[Dataset entries]
==*==
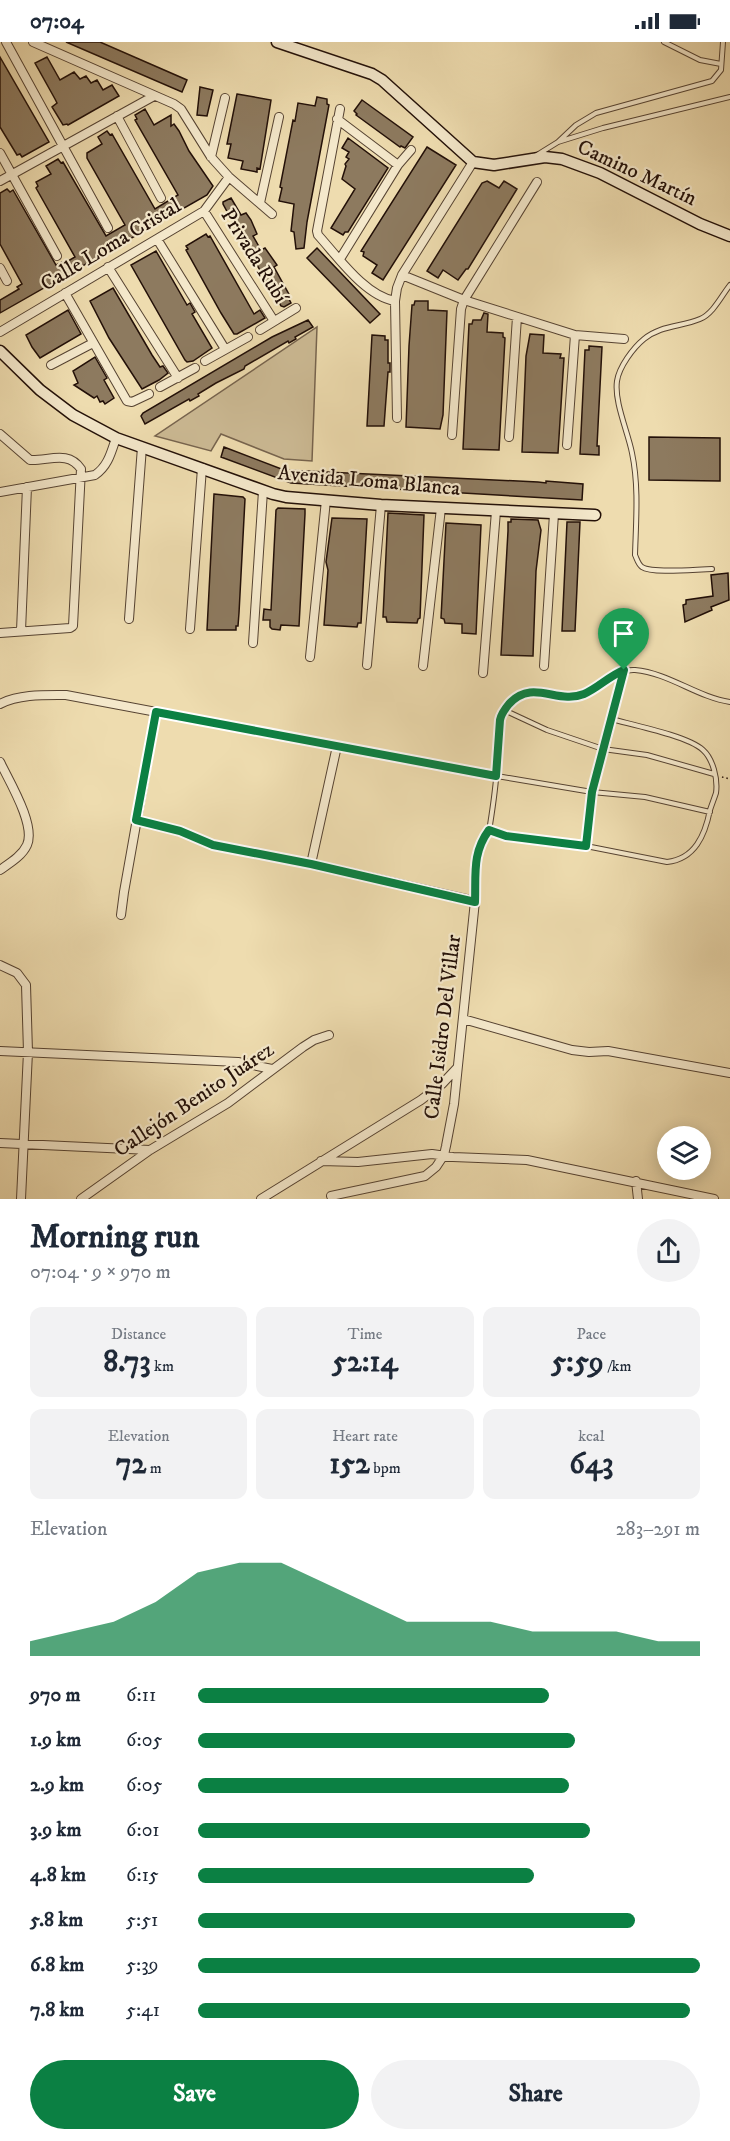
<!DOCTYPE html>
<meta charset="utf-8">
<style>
body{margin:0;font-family:"IM FELL DW Pica",serif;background:#f2f2f3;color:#1f2937;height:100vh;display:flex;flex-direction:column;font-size:22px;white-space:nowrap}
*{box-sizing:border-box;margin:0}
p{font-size:20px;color:#747a83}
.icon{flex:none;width:33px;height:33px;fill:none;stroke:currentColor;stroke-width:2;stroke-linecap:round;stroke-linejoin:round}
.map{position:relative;height:1157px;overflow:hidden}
.details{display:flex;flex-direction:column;background:#fff;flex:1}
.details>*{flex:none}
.controls{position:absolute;left:657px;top:1084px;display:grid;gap:12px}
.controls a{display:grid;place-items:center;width:54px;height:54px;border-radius:50%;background:#fff;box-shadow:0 3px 15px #0003;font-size:30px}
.pin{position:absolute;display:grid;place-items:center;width:51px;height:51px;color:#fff;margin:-62px -26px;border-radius:50% 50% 50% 0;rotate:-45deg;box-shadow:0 0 6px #0007}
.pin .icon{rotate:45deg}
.round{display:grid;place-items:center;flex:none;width:63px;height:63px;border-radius:32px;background:#f2f2f3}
.overview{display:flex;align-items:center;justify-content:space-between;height:102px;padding:0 30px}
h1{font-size:33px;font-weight:800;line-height:45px}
.figures{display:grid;grid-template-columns:repeat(3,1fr);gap:9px;height:102px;padding:6px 30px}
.figures div{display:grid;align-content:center;border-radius:12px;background:#f2f2f3;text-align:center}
.figures b{font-size:30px;font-weight:800}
.figures small{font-size:16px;font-weight:400}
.figures p{font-size:16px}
.chart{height:168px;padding:12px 30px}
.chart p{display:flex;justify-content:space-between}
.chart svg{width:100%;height:108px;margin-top:6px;fill:#0b8043;opacity:.7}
.button{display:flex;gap:12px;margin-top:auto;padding:12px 30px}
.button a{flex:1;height:69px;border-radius:36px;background:#0b8043;color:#fff;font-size:24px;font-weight:800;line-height:69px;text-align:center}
.button a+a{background:#f2f2f3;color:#1f2937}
ul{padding:0 30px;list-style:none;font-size:20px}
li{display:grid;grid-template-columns:96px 72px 1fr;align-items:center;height:45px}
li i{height:15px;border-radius:8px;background:#0b8043}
.status{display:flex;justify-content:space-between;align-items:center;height:42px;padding:0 30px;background:#fff;direction:ltr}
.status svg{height:16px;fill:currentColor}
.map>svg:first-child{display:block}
.green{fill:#cbb993;stroke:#77644e;stroke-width:1.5}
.building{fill:#8d7a5f;stroke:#231008;stroke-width:1.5}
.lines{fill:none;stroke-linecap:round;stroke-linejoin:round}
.lane-casing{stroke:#564332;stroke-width:6}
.street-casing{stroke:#564332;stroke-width:10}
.secondary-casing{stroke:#231008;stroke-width:13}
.path{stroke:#231008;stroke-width:1.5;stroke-dasharray:1.5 3;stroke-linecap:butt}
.lane{stroke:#f4e8cb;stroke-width:4}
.street{stroke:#f4e8cb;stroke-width:8}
.secondary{stroke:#f4e8cb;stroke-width:10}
.route-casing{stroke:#fff;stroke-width:12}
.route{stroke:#0b8043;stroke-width:8}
.labels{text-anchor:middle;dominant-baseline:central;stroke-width:4.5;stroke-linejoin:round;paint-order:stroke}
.street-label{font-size:21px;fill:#231008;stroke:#f4e8cb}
</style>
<div class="status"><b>07:04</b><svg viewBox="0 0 49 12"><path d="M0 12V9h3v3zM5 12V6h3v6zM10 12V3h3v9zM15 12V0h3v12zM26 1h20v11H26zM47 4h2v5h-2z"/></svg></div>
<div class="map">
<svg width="730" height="1157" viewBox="0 0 730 1157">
<rect width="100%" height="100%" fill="#eedcaf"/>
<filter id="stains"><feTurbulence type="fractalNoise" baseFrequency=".00333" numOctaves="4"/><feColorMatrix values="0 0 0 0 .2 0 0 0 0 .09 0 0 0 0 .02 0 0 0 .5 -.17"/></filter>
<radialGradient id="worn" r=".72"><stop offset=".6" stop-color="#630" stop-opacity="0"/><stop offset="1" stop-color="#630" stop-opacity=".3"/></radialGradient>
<path class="green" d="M317 285 312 419 284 417 221 392 211 409 155 394Z"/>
<path class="building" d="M66 0H100L187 38 182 50Z
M0 15 49 100 22 115 20 112 17 113 0 85Z
M47 15 60 38 74 30 80 37 86 34 91 41 97 38 103 48 112 43 119 54 68 83 67 82 63 83 52 65 57 61 55 57 35 21Z
M200 45 213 48 207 74 197 73Z
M237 52 271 58 260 127 257 126V130L241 127 243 119 228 116 231 102H227Z
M317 55 327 57V62L329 63 307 180 304 206 296 207 294 190 291 189 294 162 279 159 282 146 280 145 293 78 295 79 298 61 315 64Z
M362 58 413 95 405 106 401 104 400 105 356 73 357 72 354 69Z
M145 67 154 83 171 73V84L174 82 179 89 189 109 213 144 207 153 0 271V258L19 247 17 245 22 242 0 202V151L7 147 10 150 13 148 56 223 62 220 63 222 75 215 36 146 38 144 36 140 51 132 46 124 58 117 61 121 63 120 106 194 125 183 87 116V111L102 102 98 95 107 89 110 93 112 92 155 167 178 153 135 78 137 77 135 73Z
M348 96 388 126 348 190H345L343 193 331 186 355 147 342 137 346 124 345 122 349 117 346 115 349 110 342 106Z
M427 105 456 123 383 238 372 231 377 223 363 214 364 210 361 209Z
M487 139 499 146 504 139 517 147 468 227H466L458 238 443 228 438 236 427 229 482 141Z
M231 156 241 173 246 171 251 178 257 192 253 194 261 208 265 206 277 223 274 225 291 256 289 257 291 261 284 265 281 264 244 201 223 162V160Z
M206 192 208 195 210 194 254 272 260 268 265 276 237 292H234L221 271 186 208 188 207 186 204Z
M317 206 380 272 370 281 307 216Z
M156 209 187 263 190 261 195 270 192 272 212 306 193 319 187 320 185 318 131 223Z
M113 246 152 313 160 325 163 324 168 331 159 338 142 347 109 296 90 259Z
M415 259H428V268L447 269 443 373 440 387 406 385 409 304 412 263H414Z
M68 268 81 292 40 316 32 305 26 293Z
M484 271 488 272 487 290 503 291V295L505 296 499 408 463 407 469 282H472L473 278H481Z
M308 278 313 285 295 295 296 297 289 301 288 299 245 324 244 327 216 341 198 352 199 354 190 359 189 357 145 382 141 374 143 371 272 295Z
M530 292 544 293 543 311 561 312 560 316H564L558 411 522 410 526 314Z
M372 293 385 294V298H388V321H390V330H388L384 384H367Z
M589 304 602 305 597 404H599V413L580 412 585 308H589Z
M95 315 107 336 104 338 114 356 105 362 103 359 100 360 97 354 94 356 74 343 78 341 73 329Z
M649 395 720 396V439L649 438Z
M224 405 284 428 538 440 546 441V439L583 442 582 458 291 441 221 415Z
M214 452 243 455 245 457 239 571 238 584H236V588H207Z
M278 466 305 467V472L299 584 281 583 280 588 272 587 270 585V578H263L264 567 271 568 276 468Z
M388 471 424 473 420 576 418 577 417 581 387 580 386 575H383Z
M332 476 367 477 361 581H358L357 585 324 583 328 528 326 520Z
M511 477 538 478 541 488 536 529 533 614 501 613 508 489V480H511Z
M567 480H580L575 589H562Z
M446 481 481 483 476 592 462 591V582L445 581 444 577 441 576Z
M728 531 729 558 711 565 712 568 685 580 683 563 686 562V558L713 554 711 533Z"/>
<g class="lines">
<g class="lane-casing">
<path id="lane" d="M664 0 700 18 721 22
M558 100 576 83 596 71 712 39 721 28 723 0
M537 113 558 100 603 86 730 55
M712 527C698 527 652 532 642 525 638 522 637 517 635 513 636 479 639 444 632 411 628 390 614 360 617 339 619 325 633 306 644 297 661 283 681 285 700 277 713 272 722 253 730 243
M504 668 547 688 603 707 647 713 714 732
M337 704 497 734 592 750 645 755 710 770
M490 788 506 794 586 804 667 820C695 817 705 793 710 768 712 762 714 757 716 751 718 737 713 717 703 708 688 694 633 683 611 677
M586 804 592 750 624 629
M475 858C475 840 474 820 480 803 482 796 489 791 490 783 493 764 496 744 497 724 498 709 496 689 501 674 503 666 512 658 519 654 540 643 561 660 582 652 601 645 612 627 635 628 669 631 697 655 730 660"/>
</g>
<g class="street-casing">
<path id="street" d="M6 0 108 186
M33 0 174 62 181 67 211 115 229 135 272 172
M340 67 317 189 318 193C338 215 365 254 395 259L397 246 402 233 473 120
M117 74 161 156
M337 77 398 123
M0 111 57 214
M211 115 225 56
M0 139 154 54
M260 161 279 75
M204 169 274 279
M157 197 225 307
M340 217 398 123 411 108
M108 225 178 336
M0 226 7 239
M402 233 464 258 575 293 624 297
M65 251 127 359 132 360 149 352
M395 259 397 376
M260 288 296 266
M0 290 204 169 229 135
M205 319 248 295
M51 323 93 301
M160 345 195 326
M0 392 30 418C49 419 68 408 81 427L73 584 70 586 0 591
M452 393 461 267 464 258 537 140
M509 395 517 275
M567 403 575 293
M0 450 95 433C108 424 111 411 116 396
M129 577 142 405
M190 587 202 426
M21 589 27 445
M253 601 263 449
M310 615 326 458
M367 623 381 463
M423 624 441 466
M544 624 554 472
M483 631 496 469
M0 662C19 652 45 653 66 653L337 704 311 822
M0 720C9 739 36 783 27 803 22 814 10 821 0 828
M136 778 180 789 213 803 311 822 475 859 454 1062 446 1104 444 1113 436 1125 425 1134 331 1154
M121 873 124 850 156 670
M0 923 17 931 26 943 28 1010 21 1157
M463 977 572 1008 589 1010 608 1009 730 1031
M0 1009 238 1020 272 1027
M0 1101 150 1108
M321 1119 358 1120 432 1112 453 1115 527 1118 714 1157
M636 1139 638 1157
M81 1157 150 1108 228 1061 303 1005 314 998 329 993
M261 1157 421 1058 442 1042 457 1026"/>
</g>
<g class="secondary-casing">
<path id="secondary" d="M277 0 372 32 382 38 473 120 494 123 545 115 562 117 600 131 700 182 730 194
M0 309 40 348 73 373 116 396 273 452 286 455 381 463 595 473"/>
</g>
<path class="path" d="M722 735 730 737"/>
<use href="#lane" class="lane"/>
<use href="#street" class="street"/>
<use href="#secondary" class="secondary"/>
</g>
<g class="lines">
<g class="route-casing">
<path id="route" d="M624 628 592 750 586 804 506 794 489 788C472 811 476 832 475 860L311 822 213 803 180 789 136 778 156 670 496 734 500 678C501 672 504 668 509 662 533 636 557 663 584 652 598 646 609 634 624 628Z"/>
</g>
<use href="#route" class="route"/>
</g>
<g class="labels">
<g class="street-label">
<text transform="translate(637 131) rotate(25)">Camino Martín</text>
<text transform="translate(111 203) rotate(-31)">Calle Loma Cristal</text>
<text transform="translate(254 214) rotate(58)">Privada Rubí</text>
<text transform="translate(369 439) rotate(5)">Avenida Loma Blanca</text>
<text transform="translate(443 985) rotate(-83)">Calle Isidro Del Villar</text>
<text transform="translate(194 1058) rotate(-34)">Callejón Benito Juárez</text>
</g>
</g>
<rect width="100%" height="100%" filter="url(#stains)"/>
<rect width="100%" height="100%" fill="url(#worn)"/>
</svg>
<div class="controls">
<a><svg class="icon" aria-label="layers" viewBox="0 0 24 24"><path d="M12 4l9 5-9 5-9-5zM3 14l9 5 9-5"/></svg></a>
</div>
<div class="pin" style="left:624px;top:628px;background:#1e9e55"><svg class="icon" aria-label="arrive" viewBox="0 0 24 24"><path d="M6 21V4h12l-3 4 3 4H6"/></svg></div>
</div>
<section class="details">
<div class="overview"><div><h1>Morning run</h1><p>07:04 · 9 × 970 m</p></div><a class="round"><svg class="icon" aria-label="share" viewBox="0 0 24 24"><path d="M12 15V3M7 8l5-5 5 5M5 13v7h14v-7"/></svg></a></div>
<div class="figures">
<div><p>Distance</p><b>8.73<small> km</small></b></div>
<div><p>Time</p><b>52:14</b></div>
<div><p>Pace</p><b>5:59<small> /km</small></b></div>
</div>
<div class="figures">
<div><p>Elevation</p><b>72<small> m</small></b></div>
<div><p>Heart rate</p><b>152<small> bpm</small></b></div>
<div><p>kcal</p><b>643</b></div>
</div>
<div class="chart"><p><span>Elevation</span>283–291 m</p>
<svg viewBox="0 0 160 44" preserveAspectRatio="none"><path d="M0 44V38L10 34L20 30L30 22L40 10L50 6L60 6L70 14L80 22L90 30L100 30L110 30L120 34L130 34L140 34L150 38L160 38V44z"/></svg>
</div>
<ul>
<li><b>970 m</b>6:11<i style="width:70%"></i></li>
<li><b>1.9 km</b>6:05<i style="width:75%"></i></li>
<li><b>2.9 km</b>6:05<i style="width:74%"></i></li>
<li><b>3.9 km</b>6:01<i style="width:78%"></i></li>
<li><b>4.8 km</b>6:15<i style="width:67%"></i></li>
<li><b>5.8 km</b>5:51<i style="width:87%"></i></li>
<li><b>6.8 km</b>5:39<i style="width:100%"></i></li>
<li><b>7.8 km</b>5:41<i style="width:98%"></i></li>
</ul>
<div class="button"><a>Save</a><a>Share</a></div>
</section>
==*==
→ **The task**: Within the data above, pick out all lines holding the word "controls".

→ **Reply**:
.controls{position:absolute;left:657px;top:1084px;display:grid;gap:12px}
.controls a{display:grid;place-items:center;width:54px;height:54px;border-radius:50%;background:#fff;box-shadow:0 3px 15px #0003;font-size:30px}
<div class="controls">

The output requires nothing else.